Imagine the day when our companies don't need to hire designers or engineers, pilots and bus drivers, mathematicians or historians. What will people do when companies can afford a thinking machine that can work better for cheaper, and not have to worry about it ever filing a law suit or being overworked?

Have you seen the Photoshop CS5 demo of the "content aware fill option?" Creating brand new imagery from existing data, what's to stop a thinking machine from going one step further? Creating a brand new imagine from data stored in its memory? Where will these jobs go, will our current culture adapt?

"Our politicians will save us!" Is that what you think? Considering congress recently passed legislation that allows any corporation to fund any candidate by giving them as much money as they wish, what makes you think they would fight for your rights when corporate goals write their paychecks? Where does this leave humanity when all the cheap labor and hard labor can be done by a thinking machine?

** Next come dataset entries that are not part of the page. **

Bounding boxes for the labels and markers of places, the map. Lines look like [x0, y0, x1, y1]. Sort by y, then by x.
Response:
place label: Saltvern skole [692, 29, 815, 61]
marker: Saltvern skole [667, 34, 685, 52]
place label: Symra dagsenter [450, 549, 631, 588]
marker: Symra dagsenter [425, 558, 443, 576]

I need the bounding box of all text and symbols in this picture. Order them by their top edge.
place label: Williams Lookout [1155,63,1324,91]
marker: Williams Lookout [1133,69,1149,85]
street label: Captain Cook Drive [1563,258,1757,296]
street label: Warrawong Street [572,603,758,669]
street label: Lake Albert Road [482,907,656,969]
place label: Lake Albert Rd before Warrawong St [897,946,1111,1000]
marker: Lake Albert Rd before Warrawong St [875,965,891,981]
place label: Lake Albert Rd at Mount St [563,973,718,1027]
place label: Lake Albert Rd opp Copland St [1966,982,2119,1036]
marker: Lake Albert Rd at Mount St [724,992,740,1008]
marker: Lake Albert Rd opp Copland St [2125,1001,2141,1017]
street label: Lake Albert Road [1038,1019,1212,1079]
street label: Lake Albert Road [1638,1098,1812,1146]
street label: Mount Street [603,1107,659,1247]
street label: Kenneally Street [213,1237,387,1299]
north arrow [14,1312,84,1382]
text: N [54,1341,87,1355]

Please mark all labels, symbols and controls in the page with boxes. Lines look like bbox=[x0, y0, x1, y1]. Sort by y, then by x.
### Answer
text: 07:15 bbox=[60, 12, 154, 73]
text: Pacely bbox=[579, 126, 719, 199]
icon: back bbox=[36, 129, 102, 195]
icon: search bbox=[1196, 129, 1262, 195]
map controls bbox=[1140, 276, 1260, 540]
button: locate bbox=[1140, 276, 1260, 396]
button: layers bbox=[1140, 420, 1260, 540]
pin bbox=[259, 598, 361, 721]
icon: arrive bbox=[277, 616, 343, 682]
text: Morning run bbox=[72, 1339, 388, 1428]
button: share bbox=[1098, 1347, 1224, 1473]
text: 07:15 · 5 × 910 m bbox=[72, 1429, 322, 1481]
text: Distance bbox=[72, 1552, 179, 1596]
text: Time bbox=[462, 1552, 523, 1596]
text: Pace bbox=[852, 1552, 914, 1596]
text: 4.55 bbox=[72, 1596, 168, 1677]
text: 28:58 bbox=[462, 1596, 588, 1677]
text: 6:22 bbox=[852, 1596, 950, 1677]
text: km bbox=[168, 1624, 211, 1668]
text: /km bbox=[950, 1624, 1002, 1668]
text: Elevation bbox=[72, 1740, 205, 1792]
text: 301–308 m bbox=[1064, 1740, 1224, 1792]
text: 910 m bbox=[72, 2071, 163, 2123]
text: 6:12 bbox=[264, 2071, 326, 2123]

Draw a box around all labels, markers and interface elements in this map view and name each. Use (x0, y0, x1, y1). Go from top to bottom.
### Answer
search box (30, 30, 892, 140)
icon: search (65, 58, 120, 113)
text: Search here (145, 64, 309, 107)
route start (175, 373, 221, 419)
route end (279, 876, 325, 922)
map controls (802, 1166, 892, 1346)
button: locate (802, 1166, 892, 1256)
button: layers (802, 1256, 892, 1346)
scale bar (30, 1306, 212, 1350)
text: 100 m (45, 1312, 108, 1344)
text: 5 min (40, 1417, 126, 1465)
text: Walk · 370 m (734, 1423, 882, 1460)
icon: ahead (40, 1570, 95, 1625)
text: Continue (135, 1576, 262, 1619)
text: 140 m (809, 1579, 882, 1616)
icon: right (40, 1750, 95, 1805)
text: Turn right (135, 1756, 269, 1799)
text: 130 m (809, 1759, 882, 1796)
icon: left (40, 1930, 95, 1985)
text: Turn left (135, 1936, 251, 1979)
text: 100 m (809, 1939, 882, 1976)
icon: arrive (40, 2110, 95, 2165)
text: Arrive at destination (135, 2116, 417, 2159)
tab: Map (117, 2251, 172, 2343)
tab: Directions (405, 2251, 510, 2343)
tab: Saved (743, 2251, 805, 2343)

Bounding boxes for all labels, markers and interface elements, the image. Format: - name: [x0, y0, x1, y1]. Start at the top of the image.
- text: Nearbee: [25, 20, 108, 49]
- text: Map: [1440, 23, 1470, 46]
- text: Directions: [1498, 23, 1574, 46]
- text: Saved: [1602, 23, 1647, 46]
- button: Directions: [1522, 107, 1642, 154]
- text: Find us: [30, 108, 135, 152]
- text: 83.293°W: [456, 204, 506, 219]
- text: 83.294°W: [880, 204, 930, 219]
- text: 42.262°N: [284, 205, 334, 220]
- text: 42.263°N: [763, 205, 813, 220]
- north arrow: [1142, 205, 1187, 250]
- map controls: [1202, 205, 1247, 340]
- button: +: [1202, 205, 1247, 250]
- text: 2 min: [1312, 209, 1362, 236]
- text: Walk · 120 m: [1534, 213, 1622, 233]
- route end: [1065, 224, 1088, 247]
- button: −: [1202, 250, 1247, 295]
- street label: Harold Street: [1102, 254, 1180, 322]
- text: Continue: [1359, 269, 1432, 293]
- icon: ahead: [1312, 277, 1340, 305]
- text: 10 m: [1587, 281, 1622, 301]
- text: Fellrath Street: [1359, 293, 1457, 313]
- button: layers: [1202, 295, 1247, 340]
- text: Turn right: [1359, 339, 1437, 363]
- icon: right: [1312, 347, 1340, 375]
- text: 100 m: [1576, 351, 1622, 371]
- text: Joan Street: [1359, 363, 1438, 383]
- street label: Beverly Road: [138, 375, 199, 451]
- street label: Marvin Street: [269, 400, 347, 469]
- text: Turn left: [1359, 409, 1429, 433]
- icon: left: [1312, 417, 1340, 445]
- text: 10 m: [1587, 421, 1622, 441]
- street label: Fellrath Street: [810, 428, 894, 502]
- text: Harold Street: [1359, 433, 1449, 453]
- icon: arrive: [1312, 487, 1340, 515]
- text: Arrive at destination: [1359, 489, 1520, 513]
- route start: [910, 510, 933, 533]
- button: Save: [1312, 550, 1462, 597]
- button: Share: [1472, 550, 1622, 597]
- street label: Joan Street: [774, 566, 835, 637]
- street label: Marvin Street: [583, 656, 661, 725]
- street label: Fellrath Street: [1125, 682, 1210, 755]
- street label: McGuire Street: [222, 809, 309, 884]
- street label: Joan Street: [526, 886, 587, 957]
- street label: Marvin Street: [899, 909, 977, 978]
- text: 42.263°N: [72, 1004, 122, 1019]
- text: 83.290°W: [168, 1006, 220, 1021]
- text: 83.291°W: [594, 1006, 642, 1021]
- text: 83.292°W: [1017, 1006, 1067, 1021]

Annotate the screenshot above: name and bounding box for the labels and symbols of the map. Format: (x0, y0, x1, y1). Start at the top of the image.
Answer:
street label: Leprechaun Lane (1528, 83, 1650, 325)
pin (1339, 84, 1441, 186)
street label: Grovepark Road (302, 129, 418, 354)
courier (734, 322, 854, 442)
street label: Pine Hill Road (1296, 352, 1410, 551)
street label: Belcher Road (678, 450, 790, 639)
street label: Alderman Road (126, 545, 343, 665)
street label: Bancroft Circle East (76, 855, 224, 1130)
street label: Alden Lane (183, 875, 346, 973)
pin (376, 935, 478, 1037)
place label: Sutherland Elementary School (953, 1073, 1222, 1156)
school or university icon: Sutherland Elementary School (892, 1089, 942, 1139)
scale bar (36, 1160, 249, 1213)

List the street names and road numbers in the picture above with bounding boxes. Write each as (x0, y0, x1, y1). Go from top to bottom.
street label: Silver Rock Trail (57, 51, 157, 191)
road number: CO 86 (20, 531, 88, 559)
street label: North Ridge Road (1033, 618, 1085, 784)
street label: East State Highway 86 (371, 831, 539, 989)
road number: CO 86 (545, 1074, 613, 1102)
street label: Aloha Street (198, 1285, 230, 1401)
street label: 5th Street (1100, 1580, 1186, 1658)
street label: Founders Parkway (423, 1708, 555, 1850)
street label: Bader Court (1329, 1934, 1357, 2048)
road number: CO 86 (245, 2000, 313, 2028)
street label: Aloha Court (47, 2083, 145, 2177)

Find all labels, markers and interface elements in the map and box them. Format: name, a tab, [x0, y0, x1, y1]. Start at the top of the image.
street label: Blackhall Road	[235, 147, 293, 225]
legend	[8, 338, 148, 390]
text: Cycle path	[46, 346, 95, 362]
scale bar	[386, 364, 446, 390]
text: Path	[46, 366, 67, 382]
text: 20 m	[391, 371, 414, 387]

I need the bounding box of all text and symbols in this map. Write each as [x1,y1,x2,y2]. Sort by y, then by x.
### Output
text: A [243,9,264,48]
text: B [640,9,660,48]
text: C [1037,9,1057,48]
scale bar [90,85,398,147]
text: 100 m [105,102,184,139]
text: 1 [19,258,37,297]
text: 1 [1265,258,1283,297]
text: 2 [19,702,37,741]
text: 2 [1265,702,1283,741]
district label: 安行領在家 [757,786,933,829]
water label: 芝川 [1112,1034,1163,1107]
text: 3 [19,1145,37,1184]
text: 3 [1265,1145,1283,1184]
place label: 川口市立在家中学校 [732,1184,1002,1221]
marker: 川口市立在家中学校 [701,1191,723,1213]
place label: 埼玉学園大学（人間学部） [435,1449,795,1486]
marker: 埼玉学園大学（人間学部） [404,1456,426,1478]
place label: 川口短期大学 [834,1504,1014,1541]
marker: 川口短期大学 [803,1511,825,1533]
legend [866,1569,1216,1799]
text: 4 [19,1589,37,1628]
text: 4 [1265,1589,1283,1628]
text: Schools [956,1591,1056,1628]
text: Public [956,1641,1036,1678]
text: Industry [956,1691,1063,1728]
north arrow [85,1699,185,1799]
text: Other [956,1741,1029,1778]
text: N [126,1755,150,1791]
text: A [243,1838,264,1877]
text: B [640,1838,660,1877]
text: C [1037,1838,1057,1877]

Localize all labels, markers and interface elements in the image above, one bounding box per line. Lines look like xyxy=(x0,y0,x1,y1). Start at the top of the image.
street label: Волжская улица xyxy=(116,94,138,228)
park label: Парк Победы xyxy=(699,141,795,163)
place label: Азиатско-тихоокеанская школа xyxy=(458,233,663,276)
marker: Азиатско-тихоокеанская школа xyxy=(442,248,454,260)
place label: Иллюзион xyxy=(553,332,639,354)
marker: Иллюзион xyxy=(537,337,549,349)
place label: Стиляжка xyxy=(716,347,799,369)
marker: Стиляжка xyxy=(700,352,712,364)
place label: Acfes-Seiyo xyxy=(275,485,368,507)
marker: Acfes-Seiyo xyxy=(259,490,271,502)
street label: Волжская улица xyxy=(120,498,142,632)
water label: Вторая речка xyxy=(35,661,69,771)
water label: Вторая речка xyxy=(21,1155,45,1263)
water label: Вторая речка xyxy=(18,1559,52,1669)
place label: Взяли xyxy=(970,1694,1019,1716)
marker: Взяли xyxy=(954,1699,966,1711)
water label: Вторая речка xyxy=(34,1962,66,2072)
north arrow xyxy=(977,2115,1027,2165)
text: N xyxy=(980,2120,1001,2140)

How does our culture survive?

And to me, it seems everyone expects the thinking machine to resemble a man, a walking talking human shaped computer that will slowly replace us in our everyday lives, this isn't the case at all. These thinking machines will be the buses, trains, and planes of our transportation services, the large ocean-liners that haul people to their vacation spots and cargo across the seas and well as the cranes that unload the ships and the trucks that take them to their destination. The thinking machine will be your family car that you can send to pick up James from football practice, or the chauffeur you hire on prom night.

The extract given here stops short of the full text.